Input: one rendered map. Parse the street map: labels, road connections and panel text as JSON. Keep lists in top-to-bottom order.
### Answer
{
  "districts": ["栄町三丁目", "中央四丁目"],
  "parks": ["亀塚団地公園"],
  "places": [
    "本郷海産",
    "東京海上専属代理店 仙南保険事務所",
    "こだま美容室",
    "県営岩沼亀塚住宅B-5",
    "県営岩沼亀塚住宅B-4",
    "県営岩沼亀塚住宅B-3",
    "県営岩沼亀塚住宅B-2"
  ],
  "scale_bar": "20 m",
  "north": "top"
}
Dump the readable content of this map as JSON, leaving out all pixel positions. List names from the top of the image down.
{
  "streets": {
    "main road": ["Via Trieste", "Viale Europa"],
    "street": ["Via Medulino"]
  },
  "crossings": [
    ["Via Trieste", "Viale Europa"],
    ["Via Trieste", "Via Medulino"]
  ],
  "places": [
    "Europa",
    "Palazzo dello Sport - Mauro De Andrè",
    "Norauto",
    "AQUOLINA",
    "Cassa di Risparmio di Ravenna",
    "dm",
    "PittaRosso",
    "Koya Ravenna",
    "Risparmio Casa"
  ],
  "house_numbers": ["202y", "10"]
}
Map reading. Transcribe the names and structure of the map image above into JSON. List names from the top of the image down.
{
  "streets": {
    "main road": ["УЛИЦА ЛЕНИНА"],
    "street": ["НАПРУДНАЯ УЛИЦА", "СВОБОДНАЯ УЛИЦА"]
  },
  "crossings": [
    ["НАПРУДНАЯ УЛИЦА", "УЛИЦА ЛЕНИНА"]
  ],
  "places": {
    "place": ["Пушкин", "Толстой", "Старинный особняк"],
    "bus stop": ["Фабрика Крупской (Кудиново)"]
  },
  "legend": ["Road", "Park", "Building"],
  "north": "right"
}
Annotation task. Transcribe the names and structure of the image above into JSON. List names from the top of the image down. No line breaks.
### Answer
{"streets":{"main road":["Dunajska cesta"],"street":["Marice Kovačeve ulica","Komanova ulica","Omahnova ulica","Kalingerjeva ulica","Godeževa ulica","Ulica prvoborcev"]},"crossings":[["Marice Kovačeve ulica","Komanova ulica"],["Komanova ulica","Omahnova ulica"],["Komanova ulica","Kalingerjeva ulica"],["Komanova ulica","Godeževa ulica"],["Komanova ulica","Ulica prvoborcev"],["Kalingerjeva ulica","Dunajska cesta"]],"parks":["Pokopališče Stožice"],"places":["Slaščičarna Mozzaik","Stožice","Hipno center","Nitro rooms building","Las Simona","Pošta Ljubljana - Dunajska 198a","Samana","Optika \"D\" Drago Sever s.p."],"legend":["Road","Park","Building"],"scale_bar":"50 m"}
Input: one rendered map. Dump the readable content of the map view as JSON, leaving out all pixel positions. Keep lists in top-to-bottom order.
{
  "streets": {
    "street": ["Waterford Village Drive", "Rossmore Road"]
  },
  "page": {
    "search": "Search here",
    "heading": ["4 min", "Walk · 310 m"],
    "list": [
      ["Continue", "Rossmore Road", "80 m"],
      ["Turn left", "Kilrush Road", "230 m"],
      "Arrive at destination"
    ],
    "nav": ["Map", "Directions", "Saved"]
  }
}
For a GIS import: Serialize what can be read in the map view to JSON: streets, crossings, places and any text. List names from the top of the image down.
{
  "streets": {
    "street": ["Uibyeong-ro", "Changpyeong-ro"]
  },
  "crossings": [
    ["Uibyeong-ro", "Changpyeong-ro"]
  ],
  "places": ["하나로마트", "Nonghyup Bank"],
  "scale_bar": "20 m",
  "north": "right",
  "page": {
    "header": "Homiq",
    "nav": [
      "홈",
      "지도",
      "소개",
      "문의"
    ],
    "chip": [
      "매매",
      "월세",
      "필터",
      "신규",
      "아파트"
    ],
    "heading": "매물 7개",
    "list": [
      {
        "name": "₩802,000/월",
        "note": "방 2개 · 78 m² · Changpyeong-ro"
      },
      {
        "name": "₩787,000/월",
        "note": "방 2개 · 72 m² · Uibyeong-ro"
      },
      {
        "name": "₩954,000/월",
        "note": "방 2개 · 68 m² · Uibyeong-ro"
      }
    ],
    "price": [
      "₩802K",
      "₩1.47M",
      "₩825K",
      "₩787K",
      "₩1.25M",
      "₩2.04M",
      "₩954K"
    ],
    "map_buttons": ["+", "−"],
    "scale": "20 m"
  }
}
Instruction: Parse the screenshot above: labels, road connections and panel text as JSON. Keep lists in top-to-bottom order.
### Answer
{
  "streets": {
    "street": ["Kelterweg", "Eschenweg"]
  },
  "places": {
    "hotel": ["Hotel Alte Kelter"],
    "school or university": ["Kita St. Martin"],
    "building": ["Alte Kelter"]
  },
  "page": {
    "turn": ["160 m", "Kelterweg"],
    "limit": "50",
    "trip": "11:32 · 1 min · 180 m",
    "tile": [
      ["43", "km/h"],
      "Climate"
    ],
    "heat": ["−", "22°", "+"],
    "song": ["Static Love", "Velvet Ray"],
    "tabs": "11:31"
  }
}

_What the exercise asks_:
Every line from the one containing "For a GIS import: Serialize" through the last line of the entries should be output exactly; nothing else belongs in the reply.

_Answer section_:
For a GIS import: Serialize what can be read in the map view to JSON: streets, crossings, places and any text. List names from the top of the image down.
{
  "streets": {
    "street": ["Uibyeong-ro", "Changpyeong-ro"]
  },
  "crossings": [
    ["Uibyeong-ro", "Changpyeong-ro"]
  ],
  "places": ["하나로마트", "Nonghyup Bank"],
  "scale_bar": "20 m",
  "north": "right",
  "page": {
    "header": "Homiq",
    "nav": [
      "홈",
      "지도",
      "소개",
      "문의"
    ],
    "chip": [
      "매매",
      "월세",
      "필터",
      "신규",
      "아파트"
    ],
    "heading": "매물 7개",
    "list": [
      {
        "name": "₩802,000/월",
        "note": "방 2개 · 78 m² · Changpyeong-ro"
      },
      {
        "name": "₩787,000/월",
        "note": "방 2개 · 72 m² · Uibyeong-ro"
      },
      {
        "name": "₩954,000/월",
        "note": "방 2개 · 68 m² · Uibyeong-ro"
      }
    ],
    "price": [
      "₩802K",
      "₩1.47M",
      "₩825K",
      "₩787K",
      "₩1.25M",
      "₩2.04M",
      "₩954K"
    ],
    "map_buttons": ["+", "−"],
    "scale": "20 m"
  }
}
Instruction: Parse the screenshot above: labels, road connections and panel text as JSON. Keep lists in top-to-bottom order.
### Answer
{
  "streets": {
    "street": ["Kelterweg", "Eschenweg"]
  },
  "places": {
    "hotel": ["Hotel Alte Kelter"],
    "school or university": ["Kita St. Martin"],
    "building": ["Alte Kelter"]
  },
  "page": {
    "turn": ["160 m", "Kelterweg"],
    "limit": "50",
    "trip": "11:32 · 1 min · 180 m",
    "tile": [
      ["43", "km/h"],
      "Climate"
    ],
    "heat": ["−", "22°", "+"],
    "song": ["Static Love", "Velvet Ray"],
    "tabs": "11:31"
  }
}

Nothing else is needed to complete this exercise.